According to Jacques Lacan, we have two daddies, which is some real queer representation. Jokes aside, there are two Fathers to contend with. Pere Jouissance, who obscenely enjoys and desires whatever he wants, and the Nom/Non, who forbids, acts as your Watcher. One Father, a hedonist, the other, Law and Order proper. Everyone, according to Lacan, suffers between the two Fathers, the two desires. Structure and chaos, pleasure and pain. But the Moral Puritans, the VC foot soldiers have an almost clever, if tortured, way of solving this dilemma for themselves. They get their pleasure from being law and order. And when pleasure is connected with failure, their obvious desire to fail, which we’ve explained above, makes even more sense. They can continue to be the law, and get their jollies that way, and it never ends, and the system they rail against half-heartedly lives another day, cheering them on.
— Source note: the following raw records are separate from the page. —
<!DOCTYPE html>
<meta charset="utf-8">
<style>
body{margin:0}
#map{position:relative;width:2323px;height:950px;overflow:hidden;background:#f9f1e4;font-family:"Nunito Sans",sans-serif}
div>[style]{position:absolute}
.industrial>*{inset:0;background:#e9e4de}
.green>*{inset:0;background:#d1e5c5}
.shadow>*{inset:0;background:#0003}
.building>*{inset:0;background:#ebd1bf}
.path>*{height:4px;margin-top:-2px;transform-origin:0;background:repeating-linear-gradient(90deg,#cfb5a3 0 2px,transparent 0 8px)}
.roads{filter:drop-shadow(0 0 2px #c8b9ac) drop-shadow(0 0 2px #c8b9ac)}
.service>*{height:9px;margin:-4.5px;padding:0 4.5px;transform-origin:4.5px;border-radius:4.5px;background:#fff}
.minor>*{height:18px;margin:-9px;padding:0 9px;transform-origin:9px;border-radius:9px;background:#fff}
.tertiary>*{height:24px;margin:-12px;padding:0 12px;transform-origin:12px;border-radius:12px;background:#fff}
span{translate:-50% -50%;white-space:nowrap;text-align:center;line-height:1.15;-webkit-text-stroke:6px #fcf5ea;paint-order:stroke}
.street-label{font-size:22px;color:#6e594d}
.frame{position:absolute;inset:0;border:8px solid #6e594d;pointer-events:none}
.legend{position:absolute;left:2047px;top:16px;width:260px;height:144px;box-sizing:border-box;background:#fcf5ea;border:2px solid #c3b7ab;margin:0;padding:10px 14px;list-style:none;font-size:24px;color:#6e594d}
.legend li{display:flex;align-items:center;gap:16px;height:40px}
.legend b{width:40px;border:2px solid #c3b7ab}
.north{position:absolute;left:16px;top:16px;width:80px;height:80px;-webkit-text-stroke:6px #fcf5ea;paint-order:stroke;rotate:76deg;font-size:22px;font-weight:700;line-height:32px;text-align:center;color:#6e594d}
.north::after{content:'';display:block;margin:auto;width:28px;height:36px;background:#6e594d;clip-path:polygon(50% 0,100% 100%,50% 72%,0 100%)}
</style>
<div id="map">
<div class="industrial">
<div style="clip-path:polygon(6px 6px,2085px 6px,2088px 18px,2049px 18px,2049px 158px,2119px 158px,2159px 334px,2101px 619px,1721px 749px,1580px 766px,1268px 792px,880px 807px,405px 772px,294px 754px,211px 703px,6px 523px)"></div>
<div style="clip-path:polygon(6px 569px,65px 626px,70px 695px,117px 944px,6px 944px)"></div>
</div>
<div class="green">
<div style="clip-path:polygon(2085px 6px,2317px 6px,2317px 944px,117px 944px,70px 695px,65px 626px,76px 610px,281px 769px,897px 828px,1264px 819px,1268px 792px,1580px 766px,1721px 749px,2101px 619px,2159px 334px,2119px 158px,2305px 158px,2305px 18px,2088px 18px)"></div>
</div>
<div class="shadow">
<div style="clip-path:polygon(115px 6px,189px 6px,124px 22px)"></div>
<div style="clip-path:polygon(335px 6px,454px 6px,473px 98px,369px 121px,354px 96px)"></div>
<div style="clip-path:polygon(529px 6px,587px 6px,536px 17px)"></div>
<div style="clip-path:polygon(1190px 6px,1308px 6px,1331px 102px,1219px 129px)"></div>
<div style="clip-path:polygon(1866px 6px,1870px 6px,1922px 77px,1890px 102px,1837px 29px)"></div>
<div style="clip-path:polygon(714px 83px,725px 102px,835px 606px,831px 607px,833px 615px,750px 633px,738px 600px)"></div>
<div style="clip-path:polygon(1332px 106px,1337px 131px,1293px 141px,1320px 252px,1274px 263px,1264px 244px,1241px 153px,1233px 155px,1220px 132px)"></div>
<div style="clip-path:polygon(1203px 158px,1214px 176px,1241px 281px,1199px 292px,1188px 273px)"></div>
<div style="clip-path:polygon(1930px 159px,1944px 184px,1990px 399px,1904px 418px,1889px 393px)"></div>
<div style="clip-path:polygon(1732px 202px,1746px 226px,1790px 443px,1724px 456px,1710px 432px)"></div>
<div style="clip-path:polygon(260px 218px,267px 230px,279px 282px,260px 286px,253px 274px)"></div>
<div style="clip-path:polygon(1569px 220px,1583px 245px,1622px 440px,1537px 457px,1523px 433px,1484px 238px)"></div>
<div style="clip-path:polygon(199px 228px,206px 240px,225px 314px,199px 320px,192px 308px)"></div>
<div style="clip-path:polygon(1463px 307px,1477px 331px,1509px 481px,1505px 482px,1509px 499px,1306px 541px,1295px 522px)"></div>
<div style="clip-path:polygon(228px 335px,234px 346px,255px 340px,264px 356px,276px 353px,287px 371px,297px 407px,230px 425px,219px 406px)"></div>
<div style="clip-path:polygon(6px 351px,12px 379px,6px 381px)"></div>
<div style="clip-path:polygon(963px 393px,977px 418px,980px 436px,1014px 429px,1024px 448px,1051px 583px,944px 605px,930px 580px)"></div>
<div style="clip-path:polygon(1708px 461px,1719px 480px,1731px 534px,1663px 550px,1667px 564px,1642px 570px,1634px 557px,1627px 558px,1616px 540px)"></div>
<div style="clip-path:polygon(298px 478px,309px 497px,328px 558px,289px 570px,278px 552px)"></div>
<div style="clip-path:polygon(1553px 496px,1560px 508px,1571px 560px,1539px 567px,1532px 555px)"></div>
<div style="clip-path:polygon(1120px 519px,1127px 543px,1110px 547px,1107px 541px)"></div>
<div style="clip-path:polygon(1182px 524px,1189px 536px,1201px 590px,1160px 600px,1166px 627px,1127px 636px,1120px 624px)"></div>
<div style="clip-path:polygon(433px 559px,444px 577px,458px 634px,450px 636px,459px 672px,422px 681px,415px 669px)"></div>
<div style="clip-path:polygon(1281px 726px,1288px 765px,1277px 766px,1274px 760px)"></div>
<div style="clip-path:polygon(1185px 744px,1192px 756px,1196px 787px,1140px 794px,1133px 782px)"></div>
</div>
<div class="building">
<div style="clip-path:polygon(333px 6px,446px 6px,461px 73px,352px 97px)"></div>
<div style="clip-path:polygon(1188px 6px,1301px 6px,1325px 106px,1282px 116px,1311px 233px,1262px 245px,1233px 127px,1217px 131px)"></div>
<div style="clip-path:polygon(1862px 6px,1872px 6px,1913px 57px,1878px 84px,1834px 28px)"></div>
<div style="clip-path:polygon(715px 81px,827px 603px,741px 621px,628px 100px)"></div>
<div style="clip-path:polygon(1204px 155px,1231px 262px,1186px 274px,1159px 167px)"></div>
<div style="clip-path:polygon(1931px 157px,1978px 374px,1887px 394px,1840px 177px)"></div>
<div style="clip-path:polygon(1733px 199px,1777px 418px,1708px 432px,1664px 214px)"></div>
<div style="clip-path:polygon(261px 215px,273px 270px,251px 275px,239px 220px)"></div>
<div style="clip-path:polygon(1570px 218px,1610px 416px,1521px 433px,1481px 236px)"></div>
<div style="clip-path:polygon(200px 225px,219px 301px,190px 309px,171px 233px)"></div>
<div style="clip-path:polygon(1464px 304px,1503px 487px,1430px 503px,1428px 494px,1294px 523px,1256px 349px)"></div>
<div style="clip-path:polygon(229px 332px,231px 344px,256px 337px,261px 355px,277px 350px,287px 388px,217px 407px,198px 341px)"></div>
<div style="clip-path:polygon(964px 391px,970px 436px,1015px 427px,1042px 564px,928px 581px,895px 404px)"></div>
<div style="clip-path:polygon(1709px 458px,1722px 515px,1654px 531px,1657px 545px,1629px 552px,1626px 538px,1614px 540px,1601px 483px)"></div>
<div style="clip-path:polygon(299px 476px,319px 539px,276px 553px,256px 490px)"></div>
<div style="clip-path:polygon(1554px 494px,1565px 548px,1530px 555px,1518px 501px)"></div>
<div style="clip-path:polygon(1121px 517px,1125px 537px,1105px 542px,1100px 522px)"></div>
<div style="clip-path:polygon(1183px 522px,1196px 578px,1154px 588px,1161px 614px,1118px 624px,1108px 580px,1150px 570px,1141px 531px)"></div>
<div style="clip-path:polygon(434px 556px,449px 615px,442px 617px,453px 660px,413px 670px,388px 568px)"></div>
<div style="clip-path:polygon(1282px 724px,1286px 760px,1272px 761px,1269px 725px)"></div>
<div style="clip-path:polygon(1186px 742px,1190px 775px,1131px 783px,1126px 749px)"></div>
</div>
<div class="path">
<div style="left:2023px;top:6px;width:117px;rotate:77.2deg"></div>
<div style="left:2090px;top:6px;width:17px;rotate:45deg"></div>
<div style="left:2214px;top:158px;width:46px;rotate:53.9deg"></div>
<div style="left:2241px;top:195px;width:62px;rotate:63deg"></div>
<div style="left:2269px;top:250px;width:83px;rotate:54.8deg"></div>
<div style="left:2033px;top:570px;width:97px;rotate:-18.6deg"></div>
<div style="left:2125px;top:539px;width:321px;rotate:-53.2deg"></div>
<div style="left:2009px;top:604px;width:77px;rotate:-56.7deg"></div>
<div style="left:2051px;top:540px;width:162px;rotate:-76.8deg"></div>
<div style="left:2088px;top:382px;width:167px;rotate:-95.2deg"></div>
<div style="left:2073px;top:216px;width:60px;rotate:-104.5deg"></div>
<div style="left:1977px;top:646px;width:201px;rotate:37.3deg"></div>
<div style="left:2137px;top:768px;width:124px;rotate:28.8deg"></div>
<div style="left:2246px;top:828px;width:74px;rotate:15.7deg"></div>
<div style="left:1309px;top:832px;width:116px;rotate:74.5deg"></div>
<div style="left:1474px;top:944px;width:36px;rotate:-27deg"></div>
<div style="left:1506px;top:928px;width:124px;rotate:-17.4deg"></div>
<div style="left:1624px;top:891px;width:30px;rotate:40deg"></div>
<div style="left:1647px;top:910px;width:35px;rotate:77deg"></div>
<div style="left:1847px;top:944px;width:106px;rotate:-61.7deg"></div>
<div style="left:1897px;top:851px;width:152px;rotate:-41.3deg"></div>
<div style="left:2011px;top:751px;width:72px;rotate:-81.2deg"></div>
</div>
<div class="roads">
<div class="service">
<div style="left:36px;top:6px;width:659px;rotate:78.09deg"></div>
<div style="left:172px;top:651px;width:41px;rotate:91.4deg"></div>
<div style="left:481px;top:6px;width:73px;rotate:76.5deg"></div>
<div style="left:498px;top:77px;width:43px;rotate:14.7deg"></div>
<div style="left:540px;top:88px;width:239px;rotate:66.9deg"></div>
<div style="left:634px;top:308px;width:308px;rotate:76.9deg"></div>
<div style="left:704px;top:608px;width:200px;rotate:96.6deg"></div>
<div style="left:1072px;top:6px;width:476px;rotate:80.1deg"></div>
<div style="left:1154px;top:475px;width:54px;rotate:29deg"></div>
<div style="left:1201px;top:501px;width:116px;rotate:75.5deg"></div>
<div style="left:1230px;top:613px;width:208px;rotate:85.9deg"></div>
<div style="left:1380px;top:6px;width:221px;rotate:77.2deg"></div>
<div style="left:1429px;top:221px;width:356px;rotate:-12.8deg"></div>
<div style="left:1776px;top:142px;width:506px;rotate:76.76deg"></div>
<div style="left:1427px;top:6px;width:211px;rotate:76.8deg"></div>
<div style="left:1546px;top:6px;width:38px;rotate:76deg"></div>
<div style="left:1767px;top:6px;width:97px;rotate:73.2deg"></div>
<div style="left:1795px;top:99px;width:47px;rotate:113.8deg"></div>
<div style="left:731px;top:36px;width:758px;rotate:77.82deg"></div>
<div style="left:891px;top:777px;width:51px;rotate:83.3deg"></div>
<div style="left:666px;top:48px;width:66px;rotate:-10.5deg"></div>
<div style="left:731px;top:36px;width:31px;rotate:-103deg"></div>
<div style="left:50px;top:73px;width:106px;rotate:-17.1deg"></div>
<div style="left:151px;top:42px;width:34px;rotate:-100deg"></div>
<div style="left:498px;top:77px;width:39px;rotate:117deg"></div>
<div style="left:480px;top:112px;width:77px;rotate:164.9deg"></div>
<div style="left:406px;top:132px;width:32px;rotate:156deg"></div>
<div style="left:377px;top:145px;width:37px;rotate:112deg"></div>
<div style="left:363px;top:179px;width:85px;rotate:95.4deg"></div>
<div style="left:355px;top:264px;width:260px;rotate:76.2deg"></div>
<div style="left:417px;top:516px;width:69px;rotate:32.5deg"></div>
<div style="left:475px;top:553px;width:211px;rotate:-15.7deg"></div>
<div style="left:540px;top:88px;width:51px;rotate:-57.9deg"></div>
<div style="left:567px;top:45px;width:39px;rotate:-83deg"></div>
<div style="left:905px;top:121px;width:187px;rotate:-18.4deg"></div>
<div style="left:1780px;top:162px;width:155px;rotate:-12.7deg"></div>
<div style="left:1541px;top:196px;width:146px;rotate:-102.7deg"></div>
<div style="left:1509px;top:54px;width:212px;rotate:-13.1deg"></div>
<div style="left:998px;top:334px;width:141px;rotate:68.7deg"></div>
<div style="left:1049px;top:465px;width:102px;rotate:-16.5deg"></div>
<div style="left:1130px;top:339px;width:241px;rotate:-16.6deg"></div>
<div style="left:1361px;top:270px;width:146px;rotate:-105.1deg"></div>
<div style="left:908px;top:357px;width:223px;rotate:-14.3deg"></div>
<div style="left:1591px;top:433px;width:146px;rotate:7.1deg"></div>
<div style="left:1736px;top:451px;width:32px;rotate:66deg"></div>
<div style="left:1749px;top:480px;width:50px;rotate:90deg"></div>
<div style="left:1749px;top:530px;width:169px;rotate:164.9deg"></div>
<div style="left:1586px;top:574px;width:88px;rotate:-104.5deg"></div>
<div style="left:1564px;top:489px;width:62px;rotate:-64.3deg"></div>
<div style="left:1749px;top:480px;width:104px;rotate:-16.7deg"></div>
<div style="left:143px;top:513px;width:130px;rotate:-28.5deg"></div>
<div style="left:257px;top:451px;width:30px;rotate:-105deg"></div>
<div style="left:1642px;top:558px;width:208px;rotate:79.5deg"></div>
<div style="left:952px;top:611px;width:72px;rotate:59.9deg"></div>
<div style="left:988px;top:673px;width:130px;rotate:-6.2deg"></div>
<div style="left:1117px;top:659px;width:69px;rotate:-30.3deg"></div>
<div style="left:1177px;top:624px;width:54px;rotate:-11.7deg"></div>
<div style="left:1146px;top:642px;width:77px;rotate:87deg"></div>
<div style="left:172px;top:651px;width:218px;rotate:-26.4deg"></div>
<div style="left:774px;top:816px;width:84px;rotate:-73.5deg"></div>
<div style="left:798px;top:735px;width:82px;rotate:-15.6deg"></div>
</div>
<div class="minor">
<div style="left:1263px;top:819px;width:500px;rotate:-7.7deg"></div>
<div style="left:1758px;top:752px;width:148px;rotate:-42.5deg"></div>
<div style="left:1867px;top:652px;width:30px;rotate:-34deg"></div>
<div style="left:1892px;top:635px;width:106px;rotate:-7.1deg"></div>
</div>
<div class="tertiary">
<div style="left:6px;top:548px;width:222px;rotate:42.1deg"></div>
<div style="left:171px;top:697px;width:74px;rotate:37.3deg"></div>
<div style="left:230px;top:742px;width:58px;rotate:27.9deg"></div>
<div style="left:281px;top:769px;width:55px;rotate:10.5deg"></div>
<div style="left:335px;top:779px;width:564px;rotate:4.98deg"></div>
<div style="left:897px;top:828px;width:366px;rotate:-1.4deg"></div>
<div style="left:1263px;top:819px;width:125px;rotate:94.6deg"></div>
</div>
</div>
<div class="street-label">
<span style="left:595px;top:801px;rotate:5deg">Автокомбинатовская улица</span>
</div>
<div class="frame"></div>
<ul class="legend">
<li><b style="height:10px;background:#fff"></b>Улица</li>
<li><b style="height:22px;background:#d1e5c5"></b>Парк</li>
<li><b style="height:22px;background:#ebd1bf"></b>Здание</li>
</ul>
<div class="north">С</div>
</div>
There is, for the BookTok Moral Puritan, another desire, another Pere Jouissance to be. This is the lazy reader. The one who says Ayn Rand’s problem is limited to racism; the one who says Shakespeare has to pay for his crimes four hundred years old or no; the one who cannot understand the difference between representation and approval. If every representation is an endorsement, life is simpler, and so is getting your desire to be right, to understand on first try, and to scold anyone who is not right, anyone who is not attending the Church of Social Justice religiously, who isn’t in the pews.
So, what’s left to do? It’s deceptively simple: get better desires, go to rehab for an addiction to failure. When you get better desires, desires to actually change the structures that seemingly saturate the literary market with Problematics, desires to engage with things in good faith, with nuance, desires to learn something, to think a little harder, desires not to go to war for the Vampires, you’ll stop wanting to fail, you’ll stop upholding the system that gives you the role of the Two Fathers and stops giving you your, frankly, bad desires. It’s only then we have a fighting chance.
Anyways, who wants to start a book club with me?